A quasi-equilibrium model for the uptake kinetics of hydrogen atoms on Si(100)

Abstract

A quasi-equilibrium model has been developed to describe the uptake kinetics of atomic hydrogen on Si(100) at 373 and 635 K. A new model is required because a simple consideration of only adsorption at dangling bond sites and Eley-Rideal abstraction cannot be reconciled with a saturation coverage of one monolayer (ML) at 635 K. We argue that although diffusion at low temperatures can be explained by hot precursor dynamics, slow vibrational relaxation in the chemisorption potential does not lead to an almost coverage independent sticking probability. Instead, we propose that a high sticking probability is maintained by reaction with doubly occupied dimers to give dihydride species which then migrate across the surface by an isomerization reaction. Subsequently, dihydride units either react with unoccupied dimer sites or molecular hydrogen is lost by desorption from two dihydride units (the β 2 desorption channel). At 635 K the dihydride species may be regarded as a mobile chemisorbed precursor, although only the bonding arrangement is propagated by isomerization. When the atomic hydrogen source is turned off, the small steady-state dihydride coverage is rapidly lost to leave a saturated monohydride phase. A saturation coverage of 1.5 ML is obtained when abstraction and adsorption reactions are in dynamic equilibrium at 373 K. It is shown that the rate constant for abstraction from monohydride is essentially the same as for abstraction from dihydride.
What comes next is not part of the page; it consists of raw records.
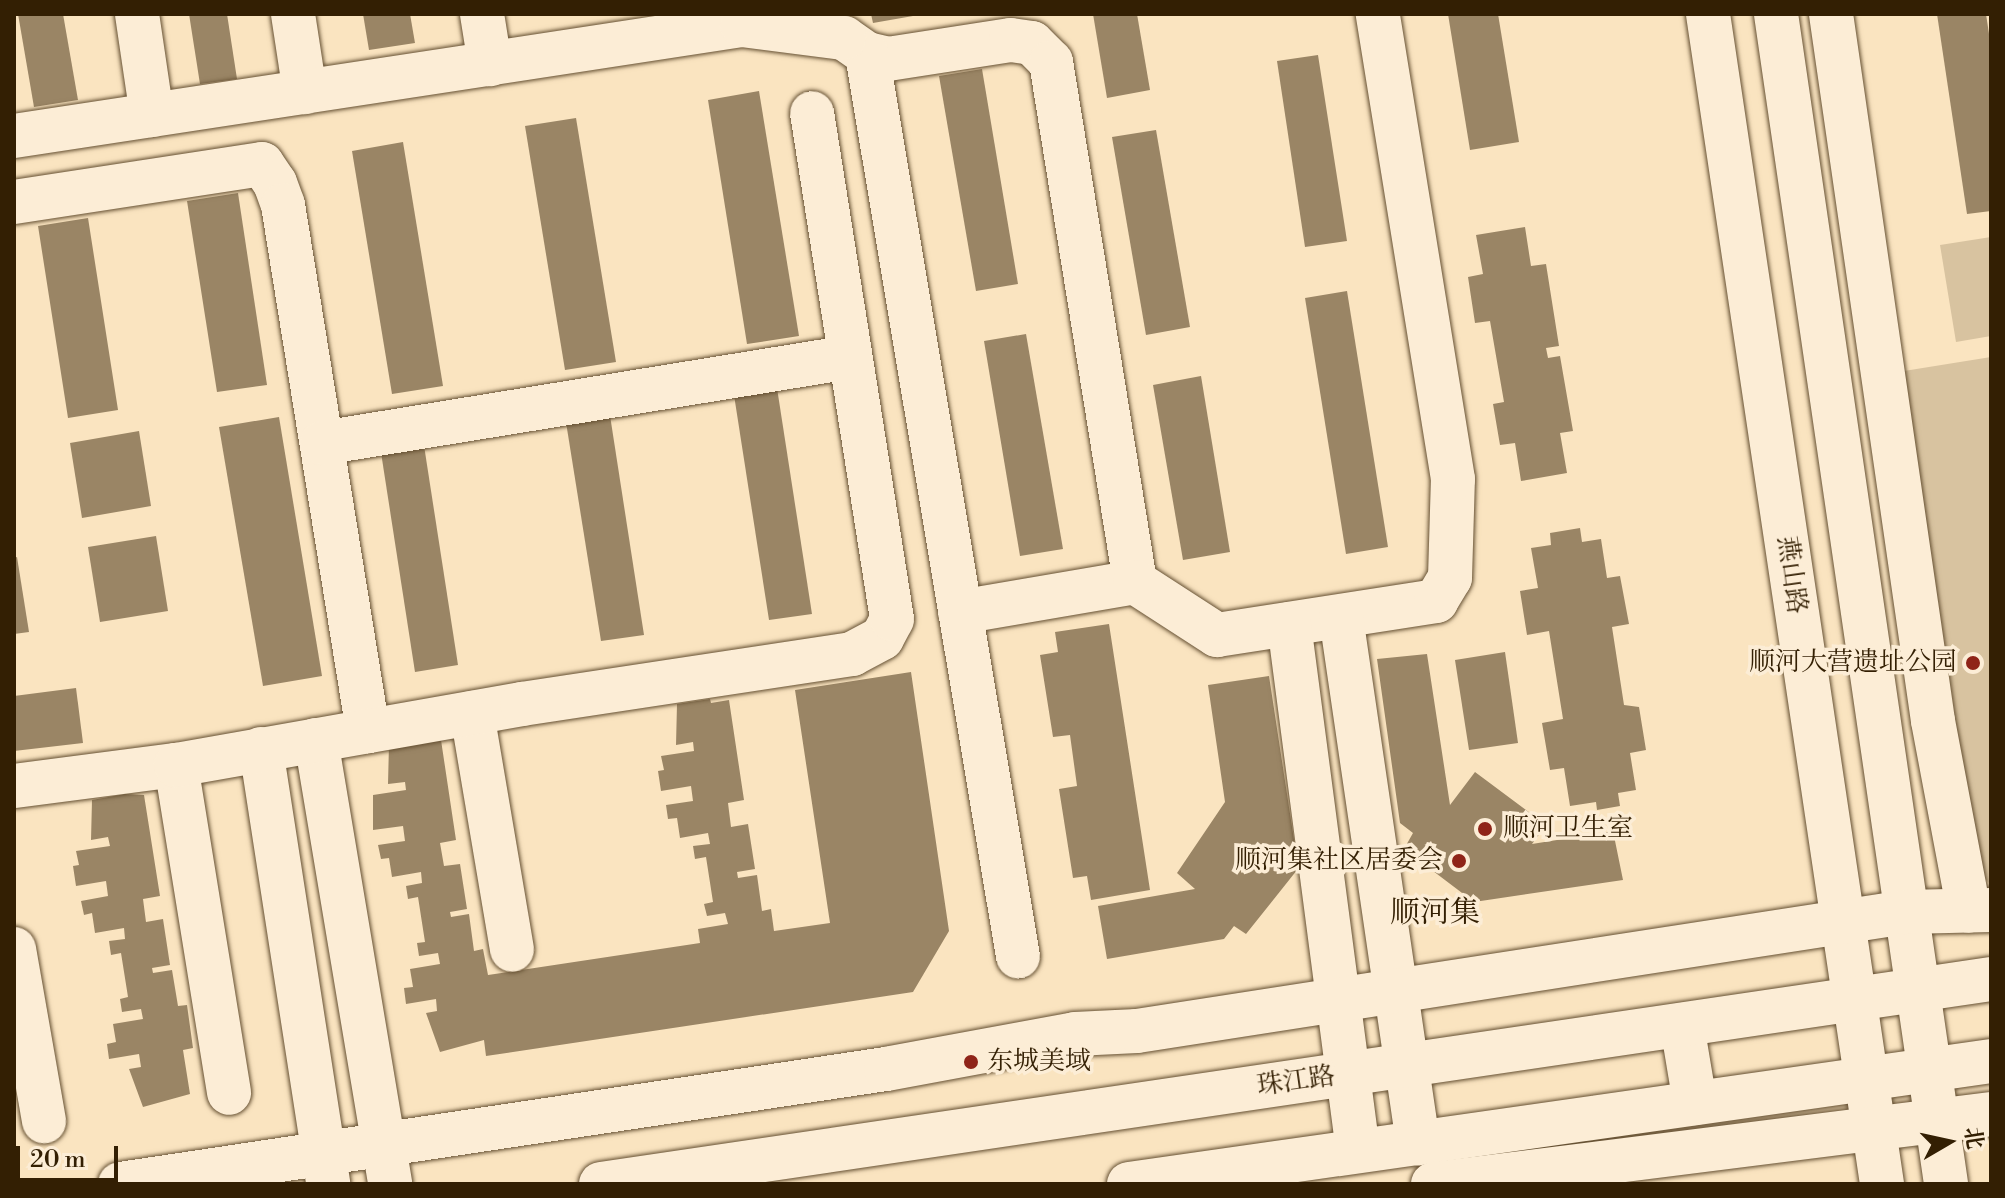 <!DOCTYPE html>
<html>
<head>
<meta charset="utf-8">
<style>
  body { margin:0 }
  #map { position:relative; width:2005px; height:1198px; overflow:hidden; background:#fae4c0; font-family:"Libre Bodoni","Noto Serif SC",serif }
  div>[style] { position:absolute }
  .green>* { inset:0; background:#d8c3a0 }
  .building>* { inset:0; background:#9a8565 }
  .roads { filter:drop-shadow(0 0 2px #655032) drop-shadow(0 0 2px #655032) }
  .minor>* { height:44px; margin:-22px; padding:0 22px; transform-origin:22px; border-radius:22px; background:#fcedd6 }
  .dots>* { width:22px; height:22px; translate:-50% -50%; box-sizing:border-box; border:4px solid #fcedd6; border-radius:50% }
  span { translate:-50% -50%; white-space:nowrap; text-align:center; line-height:1.15; -webkit-text-stroke:7px #fcedd6; paint-order:stroke }
  .street-label { font-size:26px; color:#331f03 }
  .poi-label { font-size:26px; color:#331f03 }
  .right { translate:-100% -50%; text-align:right }
  .left { translate:0 -50%; text-align:left }
  .quarter-label { font-size:30px; color:#331f03 }
  .frame { position:absolute; inset:0; border:16px solid #331f03; pointer-events:none }
  .north { position:absolute; left:1909px; top:1102px; width:80px; height:80px; -webkit-text-stroke:6px #fcedd6; paint-order:stroke; rotate:81deg; font-size:22px; font-weight:700; line-height:32px; text-align:center; color:#331f03 }
  .north::after { content:''; display:block; margin:auto; width:28px; height:36px; background:#331f03; clip-path:polygon(50% 0,100% 100%,50% 72%,0 100%) }
  .scale { position:absolute; left:16px; top:1146px; width:102px; height:36px; box-sizing:border-box; border:4px solid #331f03; border-top:0; padding-left:10px; font-size:24px; line-height:28px; white-space:nowrap; color:#331f03; -webkit-text-stroke:6px #fcedd6; paint-order:stroke }
</style>
</head>
<body>
<div id="map">
  <div class="green">
    <div style="clip-path:polygon(1991px 237px,1991px 336px,1956px 342px,1940px 245px)"></div>
    <div style="clip-path:polygon(1991px 357px,1991px 885px,1978px 872px,1904px 371px)"></div>
  </div>
  <div class="building">
    <div style="clip-path:polygon(18px 14px,63px 14px,78px 100px,34px 107px)"></div>
    <div style="clip-path:polygon(189px 14px,227px 14px,237px 79px,200px 84px)"></div>
    <div style="clip-path:polygon(363px 14px,410px 14px,415px 43px,369px 50px)"></div>
    <div style="clip-path:polygon(871px 14px,913px 14px,913px 16px,873px 23px)"></div>
    <div style="clip-path:polygon(1093px 14px,1137px 14px,1150px 90px,1107px 98px)"></div>
    <div style="clip-path:polygon(1448px 14px,1498px 14px,1519px 142px,1470px 150px)"></div>
    <div style="clip-path:polygon(1937px 14px,1986px 14px,1991px 47px,1991px 211px,1967px 214px)"></div>
    <div style="clip-path:polygon(1318px 55px,1347px 241px,1305px 247px,1277px 61px)"></div>
    <div style="clip-path:polygon(982px 69px,1018px 284px,976px 291px,939px 76px)"></div>
    <div style="clip-path:polygon(759px 91px,799px 336px,747px 344px,708px 100px)"></div>
    <div style="clip-path:polygon(576px 118px,616px 362px,565px 370px,525px 126px)"></div>
    <div style="clip-path:polygon(1156px 130px,1190px 327px,1146px 335px,1112px 137px)"></div>
    <div style="clip-path:polygon(403px 142px,443px 386px,392px 394px,352px 151px)"></div>
    <div style="clip-path:polygon(238px 193px,267px 385px,217px 392px,187px 201px)"></div>
    <div style="clip-path:polygon(88px 218px,118px 410px,68px 418px,38px 226px)"></div>
    <div style="clip-path:polygon(1525px 227px,1531px 266px,1546px 264px,1559px 346px,1546px 348px,1548px 358px,1560px 356px,1573px 431px,1560px 433px,1567px 473px,1521px 481px,1515px 443px,1500px 445px,1493px 404px,1504px 402px,1490px 321px,1475px 323px,1468px 277px,1483px 274px,1476px 235px)"></div>
    <div style="clip-path:polygon(1347px 291px,1388px 547px,1346px 554px,1305px 298px)"></div>
    <div style="clip-path:polygon(1026px 334px,1063px 549px,1020px 556px,984px 341px)"></div>
    <div style="clip-path:polygon(1201px 376px,1230px 552px,1183px 560px,1153px 385px)"></div>
    <div style="clip-path:polygon(777px 388px,812px 614px,769px 620px,734px 395px)"></div>
    <div style="clip-path:polygon(609px 409px,644px 635px,601px 641px,565px 416px)"></div>
    <div style="clip-path:polygon(279px 417px,322px 676px,263px 686px,219px 427px)"></div>
    <div style="clip-path:polygon(139px 431px,151px 506px,82px 518px,70px 443px)"></div>
    <div style="clip-path:polygon(423px 439px,458px 665px,415px 672px,380px 446px)"></div>
    <div style="clip-path:polygon(1580px 528px,1582px 542px,1601px 539px,1607px 578px,1620px 576px,1629px 624px,1612px 627px,1624px 705px,1639px 707px,1646px 750px,1630px 753px,1636px 790px,1618px 793px,1620px 806px,1597px 810px,1596px 802px,1570px 806px,1564px 768px,1550px 770px,1542px 723px,1563px 719px,1549px 631px,1527px 635px,1520px 591px,1538px 588px,1531px 548px,1551px 545px,1550px 533px)"></div>
    <div style="clip-path:polygon(156px 536px,168px 611px,100px 622px,88px 547px)"></div>
    <div style="clip-path:polygon(17px 557px,29px 632px,14px 634px,14px 558px)"></div>
    <div style="clip-path:polygon(1109px 624px,1150px 890px,1091px 900px,1087px 876px,1073px 878px,1059px 789px,1077px 786px,1070px 735px,1053px 737px,1040px 655px,1058px 652px,1055px 632px)"></div>
    <div style="clip-path:polygon(1505px 652px,1518px 743px,1469px 750px,1455px 660px)"></div>
    <div style="clip-path:polygon(1427px 654px,1450px 805px,1475px 772px,1546px 825px,1532px 844px,1613px 831px,1623px 880px,1474px 902px,1404px 849px,1413px 833px,1400px 823px,1377px 659px)"></div>
    <div style="clip-path:polygon(911px 672px,949px 931px,913px 992px,486px 1056px,484px 1040px,440px 1052px,426px 1013px,437px 1011px,436px 999px,406px 1004px,404px 988px,413px 987px,410px 969px,440px 964px,438px 953px,419px 956px,417px 943px,425px 942px,418px 897px,408px 899px,406px 886px,422px 883px,421px 872px,392px 877px,389px 858px,381px 859px,378px 845px,405px 841px,403px 826px,373px 830px,373px 795px,406px 790px,405px 782px,388px 784px,389px 744px,441px 740px,456px 840px,440px 843px,444px 866px,460px 864px,467px 909px,450px 912px,451px 917px,469px 914px,474px 951px,483px 949px,488px 975px,700px 943px,698px 929px,728px 924px,725px 913px,707px 916px,704px 904px,713px 902px,706px 857px,695px 859px,693px 846px,710px 844px,708px 833px,680px 838px,677px 818px,668px 819px,666px 805px,693px 801px,691px 786px,661px 791px,658px 771px,664px 770px,661px 756px,694px 751px,693px 742px,676px 745px,677px 704px,710px 699px,711px 703px,729px 700px,744px 800px,728px 803px,731px 827px,748px 824px,755px 869px,737px 872px,738px 878px,757px 875px,762px 911px,771px 909px,774px 931px,830px 923px,795px 690px)"></div>
    <div style="clip-path:polygon(1269px 676px,1296px 853px,1305px 860px,1246px 934px,1234px 926px,1224px 939px,1107px 959px,1098px 906px,1195px 889px,1177px 873px,1225px 802px,1208px 685px)"></div>
    <div style="clip-path:polygon(76px 688px,83px 743px,14px 751px,14px 696px)"></div>
    <div style="clip-path:polygon(125px 794px,144px 795px,160px 896px,143px 899px,146px 922px,163px 919px,170px 965px,152px 968px,153px 973px,172px 970px,178px 1006px,187px 1005px,193px 1048px,183px 1050px,190px 1094px,143px 1107px,129px 1069px,141px 1067px,139px 1054px,109px 1059px,107px 1044px,116px 1042px,113px 1024px,143px 1019px,141px 1009px,122px 1012px,120px 999px,128px 997px,121px 953px,111px 955px,109px 941px,125px 939px,124px 928px,95px 933px,92px 913px,84px 915px,81px 901px,108px 896px,106px 881px,76px 886px,73px 866px,79px 865px,76px 851px,110px 846px,108px 837px,91px 840px,92px 800px)"></div>
  </div>
  <div class="roads">
    <div class="minor">
      <div style="left:137px;top:14px;width:102px;rotate:81.6deg"></div>
      <div style="left:293px;top:14px;width:79px;rotate:81.3deg"></div>
      <div style="left:482px;top:14px;width:51px;rotate:80.9deg"></div>
      <div style="left:1708px;top:14px;width:1183px;rotate:81.54deg"></div>
      <div style="left:1776px;top:14px;width:1182px;rotate:81.73deg"></div>
      <div style="left:1831px;top:14px;width:714px;rotate:81.79deg"></div>
      <div style="left:1933px;top:721px;width:193px;rotate:79.3deg"></div>
      <div style="left:844px;top:38px;width:28px;rotate:35deg"></div>
      <div style="left:867px;top:54px;width:22px;rotate:13deg"></div>
      <div style="left:888px;top:59px;width:124px;rotate:-8.8deg"></div>
      <div style="left:1011px;top:40px;width:21px;rotate:8deg"></div>
      <div style="left:1032px;top:43px;width:27px;rotate:45deg"></div>
      <div style="left:1051px;top:62px;width:527px;rotate:80.82deg"></div>
      <div style="left:867px;top:54px;width:915px;rotate:80.5deg"></div>
      <div style="left:14px;top:136px;width:736px;rotate:-8.67deg"></div>
      <div style="left:742px;top:25px;width:103px;rotate:7.3deg"></div>
      <div style="left:14px;top:202px;width:251px;rotate:-8.7deg"></div>
      <div style="left:262px;top:164px;width:23px;rotate:56deg"></div>
      <div style="left:275px;top:183px;width:23px;rotate:70deg"></div>
      <div style="left:283px;top:205px;width:533px;rotate:80.82deg"></div>
      <div style="left:322px;top:443px;width:535px;rotate:-9.25deg"></div>
      <div style="left:960px;top:612px;width:178px;rotate:-9.7deg"></div>
      <div style="left:1135px;top:582px;width:98px;rotate:32.9deg"></div>
      <div style="left:1217px;top:635px;width:222px;rotate:-8.8deg"></div>
      <div style="left:1436px;top:601px;width:27px;rotate:-59deg"></div>
      <div style="left:1450px;top:578px;width:99px;rotate:-88.3deg"></div>
      <div style="left:1453px;top:479px;width:471px;rotate:-99.2deg"></div>
      <div style="left:1341px;top:617px;width:532px;rotate:81.67deg"></div>
      <div style="left:1289px;top:624px;width:531px;rotate:82.54deg"></div>
      <div style="left:472px;top:713px;width:240px;rotate:80.4deg"></div>
      <div style="left:316px;top:740px;width:450px;rotate:80.5deg"></div>
      <div style="left:261px;top:749px;width:440px;rotate:81.2deg"></div>
      <div style="left:176px;top:765px;width:332px;rotate:80.8deg"></div>
      <div style="left:14px;top:786px;width:163px;rotate:-7.4deg"></div>
      <div style="left:176px;top:765px;width:351px;rotate:-10deg"></div>
      <div style="left:522px;top:704px;width:334px;rotate:-8.6deg"></div>
      <div style="left:852px;top:654px;width:34px;rotate:-28deg"></div>
      <div style="left:882px;top:638px;width:21px;rotate:-62deg"></div>
      <div style="left:892px;top:619px;width:512px;rotate:-98.98deg"></div>
      <div style="left:14px;top:949px;width:175px;rotate:80.1deg"></div>
      <div style="left:1682px;top:1025px;width:79px;rotate:80.5deg"></div>
      <div style="left:120px;top:1184px;width:775px;rotate:-8.54deg"></div>
      <div style="left:886px;top:1069px;width:192px;rotate:-10.5deg"></div>
      <div style="left:1075px;top:1034px;width:62px;rotate:-2.8deg"></div>
      <div style="left:1137px;top:1031px;width:778px;rotate:-8.8deg"></div>
      <div style="left:1906px;top:912px;width:85px;rotate:-1.3deg"></div>
      <div style="left:601px;top:1184px;width:1405px;rotate:-8.39deg"></div>
      <div style="left:1129px;top:1184px;width:871px;rotate:-8.12deg"></div>
      <div style="left:1433px;top:1184px;width:562px;rotate:-7.15deg"></div>
    </div>
  </div>
  <div class="dots">
    <div style="left:1973px;top:663px;background:#8f2418"></div>
    <div style="left:1485px;top:829px;background:#8f2418"></div>
    <div style="left:1459px;top:861px;background:#8f2418"></div>
    <div style="left:971px;top:1062px;background:#8f2418"></div>
  </div>
  <div class="street-label">
    <span style="left:1791px;top:575px;rotate:82deg">燕山路</span>
    <span style="left:1296px;top:1082px;rotate:-8deg">珠江路</span>
  </div>
  <div class="poi-label">
    <span class="right" style="left:1957px;top:663px">顺河大营遗址公园</span>
    <span class="left" style="left:1503px;top:829px">顺河卫生室</span>
    <span class="right" style="left:1443px;top:861px">顺河集社区居委会</span>
    <span class="left" style="left:987px;top:1062px">东城美域</span>
  </div>
  <div class="quarter-label">
    <span style="left:1435px;top:913px">顺河集</span>
  </div>
  <div class="frame"></div>
  <div class="north">北</div>
  <div class="scale">20 m</div>
</div>
</body>
</html>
The measured initial rate constant for loss of adsorbed hydrogen during exposure to atomic deuterium is (1.8 ± 0.1) times larger than that for loss of adsorbed deuterium during atomic hydrogen exposure at 635 K. At this temperature, the initial rate constant for loss of deuterium during exposure to atomic hydrogen is found to be the same regardless of initial coverage, but the rate decreases more slowly than expected for first-order kinetics as the reaction proceeds. The uptake model also implies that a small amount of deuterium is lost as D 2 and HD via the β 2 thermal desorption channel at 635 K.